THE TASK:
Check the listing below line by line and report how many lines hold "align", with no other words.

:: RECORDS FOR THIS EXERCISE

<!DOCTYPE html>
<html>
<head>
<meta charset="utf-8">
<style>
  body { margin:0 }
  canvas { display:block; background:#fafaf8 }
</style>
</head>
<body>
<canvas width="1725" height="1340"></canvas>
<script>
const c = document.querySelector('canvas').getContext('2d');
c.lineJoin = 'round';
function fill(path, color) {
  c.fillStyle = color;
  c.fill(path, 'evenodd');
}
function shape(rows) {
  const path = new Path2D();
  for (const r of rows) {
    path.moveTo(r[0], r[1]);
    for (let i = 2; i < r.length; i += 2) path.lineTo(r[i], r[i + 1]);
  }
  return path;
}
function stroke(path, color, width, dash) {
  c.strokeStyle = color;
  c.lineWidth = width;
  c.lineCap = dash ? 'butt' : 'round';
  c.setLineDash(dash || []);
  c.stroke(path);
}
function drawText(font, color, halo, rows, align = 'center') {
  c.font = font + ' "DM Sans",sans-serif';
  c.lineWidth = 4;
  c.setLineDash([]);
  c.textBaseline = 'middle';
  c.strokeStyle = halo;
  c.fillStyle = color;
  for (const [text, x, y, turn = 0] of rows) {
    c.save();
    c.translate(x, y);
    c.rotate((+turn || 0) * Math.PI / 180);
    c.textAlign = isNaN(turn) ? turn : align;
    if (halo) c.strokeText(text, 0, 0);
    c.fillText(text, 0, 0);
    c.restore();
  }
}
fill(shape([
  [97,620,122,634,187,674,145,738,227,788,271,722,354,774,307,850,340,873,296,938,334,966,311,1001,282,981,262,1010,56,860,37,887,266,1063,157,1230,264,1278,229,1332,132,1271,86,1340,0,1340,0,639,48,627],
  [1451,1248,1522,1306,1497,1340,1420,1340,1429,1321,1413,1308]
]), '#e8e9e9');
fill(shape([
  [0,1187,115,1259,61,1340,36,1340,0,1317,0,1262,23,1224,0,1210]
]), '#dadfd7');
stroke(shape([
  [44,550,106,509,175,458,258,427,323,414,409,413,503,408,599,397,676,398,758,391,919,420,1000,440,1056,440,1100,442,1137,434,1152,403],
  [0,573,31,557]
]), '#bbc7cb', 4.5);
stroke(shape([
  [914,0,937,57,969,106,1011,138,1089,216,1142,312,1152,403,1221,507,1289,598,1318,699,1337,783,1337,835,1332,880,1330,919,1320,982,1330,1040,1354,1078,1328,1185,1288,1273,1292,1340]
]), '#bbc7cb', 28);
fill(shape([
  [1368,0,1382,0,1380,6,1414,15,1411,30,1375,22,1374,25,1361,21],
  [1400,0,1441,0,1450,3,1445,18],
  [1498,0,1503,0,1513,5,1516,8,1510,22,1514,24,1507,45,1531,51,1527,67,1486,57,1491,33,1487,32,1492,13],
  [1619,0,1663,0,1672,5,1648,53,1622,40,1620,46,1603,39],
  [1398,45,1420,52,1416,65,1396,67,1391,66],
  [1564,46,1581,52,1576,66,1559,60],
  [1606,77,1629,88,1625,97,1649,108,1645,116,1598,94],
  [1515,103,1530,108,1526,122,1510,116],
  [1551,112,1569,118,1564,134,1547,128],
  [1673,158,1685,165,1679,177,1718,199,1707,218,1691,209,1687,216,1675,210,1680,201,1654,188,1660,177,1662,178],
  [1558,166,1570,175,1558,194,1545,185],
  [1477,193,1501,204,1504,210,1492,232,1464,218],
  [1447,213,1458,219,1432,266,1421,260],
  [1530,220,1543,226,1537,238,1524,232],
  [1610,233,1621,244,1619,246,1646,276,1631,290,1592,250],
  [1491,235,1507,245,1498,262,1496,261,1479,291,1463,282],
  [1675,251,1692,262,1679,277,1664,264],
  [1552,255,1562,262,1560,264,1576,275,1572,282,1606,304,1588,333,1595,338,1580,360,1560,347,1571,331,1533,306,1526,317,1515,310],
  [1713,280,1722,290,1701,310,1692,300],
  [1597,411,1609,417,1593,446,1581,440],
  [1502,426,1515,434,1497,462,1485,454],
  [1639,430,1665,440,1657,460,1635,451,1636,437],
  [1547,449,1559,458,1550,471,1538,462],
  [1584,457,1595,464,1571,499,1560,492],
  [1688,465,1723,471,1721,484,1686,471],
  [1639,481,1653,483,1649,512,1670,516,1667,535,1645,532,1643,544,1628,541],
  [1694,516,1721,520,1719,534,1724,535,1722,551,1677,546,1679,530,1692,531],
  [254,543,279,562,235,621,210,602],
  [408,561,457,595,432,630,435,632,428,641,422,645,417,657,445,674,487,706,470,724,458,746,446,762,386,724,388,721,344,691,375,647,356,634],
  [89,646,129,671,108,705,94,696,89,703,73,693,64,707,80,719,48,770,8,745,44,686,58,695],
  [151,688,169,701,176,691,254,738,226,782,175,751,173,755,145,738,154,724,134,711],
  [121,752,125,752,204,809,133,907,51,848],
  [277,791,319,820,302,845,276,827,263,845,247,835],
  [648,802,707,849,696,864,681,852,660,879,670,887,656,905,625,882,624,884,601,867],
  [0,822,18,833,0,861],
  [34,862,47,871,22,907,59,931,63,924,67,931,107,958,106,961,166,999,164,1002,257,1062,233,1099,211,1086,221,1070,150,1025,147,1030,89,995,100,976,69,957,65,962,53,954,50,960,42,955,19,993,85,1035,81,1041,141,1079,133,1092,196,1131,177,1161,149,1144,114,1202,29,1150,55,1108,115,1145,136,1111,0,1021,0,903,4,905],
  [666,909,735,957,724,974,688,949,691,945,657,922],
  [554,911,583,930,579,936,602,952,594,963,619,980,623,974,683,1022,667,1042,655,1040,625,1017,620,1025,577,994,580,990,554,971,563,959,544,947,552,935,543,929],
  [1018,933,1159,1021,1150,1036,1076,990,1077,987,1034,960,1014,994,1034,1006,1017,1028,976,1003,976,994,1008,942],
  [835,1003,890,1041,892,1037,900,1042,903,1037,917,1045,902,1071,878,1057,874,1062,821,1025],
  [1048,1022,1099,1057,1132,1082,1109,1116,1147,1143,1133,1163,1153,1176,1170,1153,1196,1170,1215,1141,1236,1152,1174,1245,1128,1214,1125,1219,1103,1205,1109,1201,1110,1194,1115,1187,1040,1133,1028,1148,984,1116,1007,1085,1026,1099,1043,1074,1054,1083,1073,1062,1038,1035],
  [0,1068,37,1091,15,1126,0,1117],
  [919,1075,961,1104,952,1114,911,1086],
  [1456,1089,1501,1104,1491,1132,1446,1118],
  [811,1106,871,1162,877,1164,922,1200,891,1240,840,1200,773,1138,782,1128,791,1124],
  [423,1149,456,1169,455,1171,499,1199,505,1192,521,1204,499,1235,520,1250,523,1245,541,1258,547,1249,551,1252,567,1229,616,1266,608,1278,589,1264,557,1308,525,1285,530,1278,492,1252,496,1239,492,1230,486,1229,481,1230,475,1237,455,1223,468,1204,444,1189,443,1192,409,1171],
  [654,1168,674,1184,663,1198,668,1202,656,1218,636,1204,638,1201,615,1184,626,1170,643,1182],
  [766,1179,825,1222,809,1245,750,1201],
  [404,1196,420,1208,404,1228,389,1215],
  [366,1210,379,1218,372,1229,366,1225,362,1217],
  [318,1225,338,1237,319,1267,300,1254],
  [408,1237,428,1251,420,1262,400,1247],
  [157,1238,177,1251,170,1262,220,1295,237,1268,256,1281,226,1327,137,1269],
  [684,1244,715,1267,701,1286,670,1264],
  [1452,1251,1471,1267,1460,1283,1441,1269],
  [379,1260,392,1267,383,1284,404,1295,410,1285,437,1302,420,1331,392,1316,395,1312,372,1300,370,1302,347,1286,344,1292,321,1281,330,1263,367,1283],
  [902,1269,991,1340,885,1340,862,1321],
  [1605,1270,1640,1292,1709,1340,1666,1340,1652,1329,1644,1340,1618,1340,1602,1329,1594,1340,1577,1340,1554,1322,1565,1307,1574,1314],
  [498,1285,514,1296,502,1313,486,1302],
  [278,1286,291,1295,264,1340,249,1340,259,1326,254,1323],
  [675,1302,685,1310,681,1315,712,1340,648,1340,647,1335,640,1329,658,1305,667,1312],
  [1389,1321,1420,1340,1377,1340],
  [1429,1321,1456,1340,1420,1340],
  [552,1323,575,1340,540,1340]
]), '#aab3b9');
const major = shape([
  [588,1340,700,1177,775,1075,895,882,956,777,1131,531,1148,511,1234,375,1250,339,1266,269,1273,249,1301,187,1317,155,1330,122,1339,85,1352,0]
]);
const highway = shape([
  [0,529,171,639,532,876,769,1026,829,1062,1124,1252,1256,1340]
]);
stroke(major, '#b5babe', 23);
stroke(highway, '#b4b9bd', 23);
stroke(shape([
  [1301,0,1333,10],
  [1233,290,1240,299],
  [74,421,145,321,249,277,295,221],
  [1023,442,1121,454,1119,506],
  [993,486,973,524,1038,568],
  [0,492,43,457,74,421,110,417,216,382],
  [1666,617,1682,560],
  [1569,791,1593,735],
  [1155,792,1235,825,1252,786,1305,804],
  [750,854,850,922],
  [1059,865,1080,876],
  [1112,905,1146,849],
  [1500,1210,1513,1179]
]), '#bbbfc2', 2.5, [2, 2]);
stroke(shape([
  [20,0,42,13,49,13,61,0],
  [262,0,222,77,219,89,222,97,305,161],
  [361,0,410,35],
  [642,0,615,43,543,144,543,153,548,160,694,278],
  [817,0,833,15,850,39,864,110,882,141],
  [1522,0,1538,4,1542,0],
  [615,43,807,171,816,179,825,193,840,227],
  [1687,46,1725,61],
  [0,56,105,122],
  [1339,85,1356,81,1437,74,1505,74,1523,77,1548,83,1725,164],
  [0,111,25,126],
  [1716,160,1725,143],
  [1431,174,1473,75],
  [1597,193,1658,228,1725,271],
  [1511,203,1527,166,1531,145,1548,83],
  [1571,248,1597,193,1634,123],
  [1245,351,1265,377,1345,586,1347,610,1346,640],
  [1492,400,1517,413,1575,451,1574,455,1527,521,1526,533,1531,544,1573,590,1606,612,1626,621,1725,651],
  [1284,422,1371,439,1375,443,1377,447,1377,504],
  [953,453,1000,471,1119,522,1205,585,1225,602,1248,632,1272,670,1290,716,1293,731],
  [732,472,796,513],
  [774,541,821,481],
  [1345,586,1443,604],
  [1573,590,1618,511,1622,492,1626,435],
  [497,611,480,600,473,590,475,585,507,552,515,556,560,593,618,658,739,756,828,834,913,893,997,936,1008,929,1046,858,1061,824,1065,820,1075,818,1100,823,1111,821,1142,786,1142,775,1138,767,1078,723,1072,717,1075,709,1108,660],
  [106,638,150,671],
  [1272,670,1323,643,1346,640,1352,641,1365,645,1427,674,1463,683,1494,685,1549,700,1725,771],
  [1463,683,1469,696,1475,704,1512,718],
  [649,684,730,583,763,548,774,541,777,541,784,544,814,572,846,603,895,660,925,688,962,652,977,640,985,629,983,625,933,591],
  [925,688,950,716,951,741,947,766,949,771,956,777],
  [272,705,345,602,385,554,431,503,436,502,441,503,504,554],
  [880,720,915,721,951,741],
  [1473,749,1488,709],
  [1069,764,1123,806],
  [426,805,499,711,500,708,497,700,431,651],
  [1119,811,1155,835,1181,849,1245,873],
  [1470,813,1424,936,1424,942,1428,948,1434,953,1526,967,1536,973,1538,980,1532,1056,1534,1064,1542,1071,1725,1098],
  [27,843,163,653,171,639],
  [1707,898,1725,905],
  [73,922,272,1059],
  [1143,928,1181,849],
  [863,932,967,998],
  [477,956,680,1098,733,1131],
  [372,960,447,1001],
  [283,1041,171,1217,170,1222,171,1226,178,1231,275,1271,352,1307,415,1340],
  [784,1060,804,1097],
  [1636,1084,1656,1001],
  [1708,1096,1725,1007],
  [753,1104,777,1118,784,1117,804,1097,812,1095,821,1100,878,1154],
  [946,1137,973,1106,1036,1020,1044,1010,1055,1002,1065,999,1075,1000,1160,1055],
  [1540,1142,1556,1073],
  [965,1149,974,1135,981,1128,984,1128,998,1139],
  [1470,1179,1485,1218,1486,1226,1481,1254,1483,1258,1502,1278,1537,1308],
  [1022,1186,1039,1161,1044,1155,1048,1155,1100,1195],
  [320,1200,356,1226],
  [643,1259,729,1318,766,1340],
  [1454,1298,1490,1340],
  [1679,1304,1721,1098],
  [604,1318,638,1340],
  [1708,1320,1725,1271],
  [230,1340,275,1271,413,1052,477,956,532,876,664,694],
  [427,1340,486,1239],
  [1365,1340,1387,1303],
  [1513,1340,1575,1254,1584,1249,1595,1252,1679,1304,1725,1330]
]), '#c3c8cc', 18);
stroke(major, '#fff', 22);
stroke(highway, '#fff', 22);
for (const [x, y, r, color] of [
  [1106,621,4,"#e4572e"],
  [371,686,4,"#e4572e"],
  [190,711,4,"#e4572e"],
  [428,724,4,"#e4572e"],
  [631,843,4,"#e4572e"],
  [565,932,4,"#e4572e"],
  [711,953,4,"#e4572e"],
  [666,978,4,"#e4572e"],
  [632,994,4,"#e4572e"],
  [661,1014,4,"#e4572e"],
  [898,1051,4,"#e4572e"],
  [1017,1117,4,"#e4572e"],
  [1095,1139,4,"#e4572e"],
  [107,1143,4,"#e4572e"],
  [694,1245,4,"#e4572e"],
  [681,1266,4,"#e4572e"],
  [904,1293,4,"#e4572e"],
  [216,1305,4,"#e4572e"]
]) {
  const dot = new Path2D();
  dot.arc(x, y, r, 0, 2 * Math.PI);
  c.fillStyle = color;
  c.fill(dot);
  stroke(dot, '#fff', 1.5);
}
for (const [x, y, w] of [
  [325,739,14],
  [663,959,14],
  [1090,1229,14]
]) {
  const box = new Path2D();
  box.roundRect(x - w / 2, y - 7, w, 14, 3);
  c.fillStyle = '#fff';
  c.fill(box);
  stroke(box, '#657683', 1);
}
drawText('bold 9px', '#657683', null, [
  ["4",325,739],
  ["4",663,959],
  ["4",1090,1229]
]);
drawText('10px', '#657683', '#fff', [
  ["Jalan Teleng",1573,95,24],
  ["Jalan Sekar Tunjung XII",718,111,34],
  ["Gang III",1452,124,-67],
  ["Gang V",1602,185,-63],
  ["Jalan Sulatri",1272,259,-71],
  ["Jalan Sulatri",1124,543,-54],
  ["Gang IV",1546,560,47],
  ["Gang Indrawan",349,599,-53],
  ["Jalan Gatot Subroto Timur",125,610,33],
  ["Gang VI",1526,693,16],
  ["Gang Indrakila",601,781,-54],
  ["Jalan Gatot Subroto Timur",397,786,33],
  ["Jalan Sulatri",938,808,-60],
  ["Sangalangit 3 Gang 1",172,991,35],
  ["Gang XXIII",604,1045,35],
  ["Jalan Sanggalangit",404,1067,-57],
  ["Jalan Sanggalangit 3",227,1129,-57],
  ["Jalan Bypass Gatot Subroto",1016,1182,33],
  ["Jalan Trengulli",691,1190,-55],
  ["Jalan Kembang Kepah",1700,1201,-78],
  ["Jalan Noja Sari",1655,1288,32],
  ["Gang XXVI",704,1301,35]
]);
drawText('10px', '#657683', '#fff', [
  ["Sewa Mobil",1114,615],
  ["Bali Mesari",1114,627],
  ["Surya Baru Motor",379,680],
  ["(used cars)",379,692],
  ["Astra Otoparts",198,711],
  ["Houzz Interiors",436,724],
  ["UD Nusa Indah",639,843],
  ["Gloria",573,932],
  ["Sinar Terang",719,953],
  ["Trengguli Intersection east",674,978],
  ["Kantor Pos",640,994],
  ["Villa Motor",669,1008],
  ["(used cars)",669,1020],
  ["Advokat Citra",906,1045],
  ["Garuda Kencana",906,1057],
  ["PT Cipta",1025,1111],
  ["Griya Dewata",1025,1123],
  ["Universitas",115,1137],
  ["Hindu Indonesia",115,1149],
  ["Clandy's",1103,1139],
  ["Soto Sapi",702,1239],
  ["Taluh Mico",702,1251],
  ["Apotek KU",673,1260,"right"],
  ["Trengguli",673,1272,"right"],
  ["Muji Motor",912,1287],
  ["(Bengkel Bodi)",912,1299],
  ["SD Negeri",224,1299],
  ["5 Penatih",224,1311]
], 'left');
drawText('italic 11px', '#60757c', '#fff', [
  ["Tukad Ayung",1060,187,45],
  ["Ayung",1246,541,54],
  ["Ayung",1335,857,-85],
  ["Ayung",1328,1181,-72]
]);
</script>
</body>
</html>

::::

RESULT OF THE TASK:
2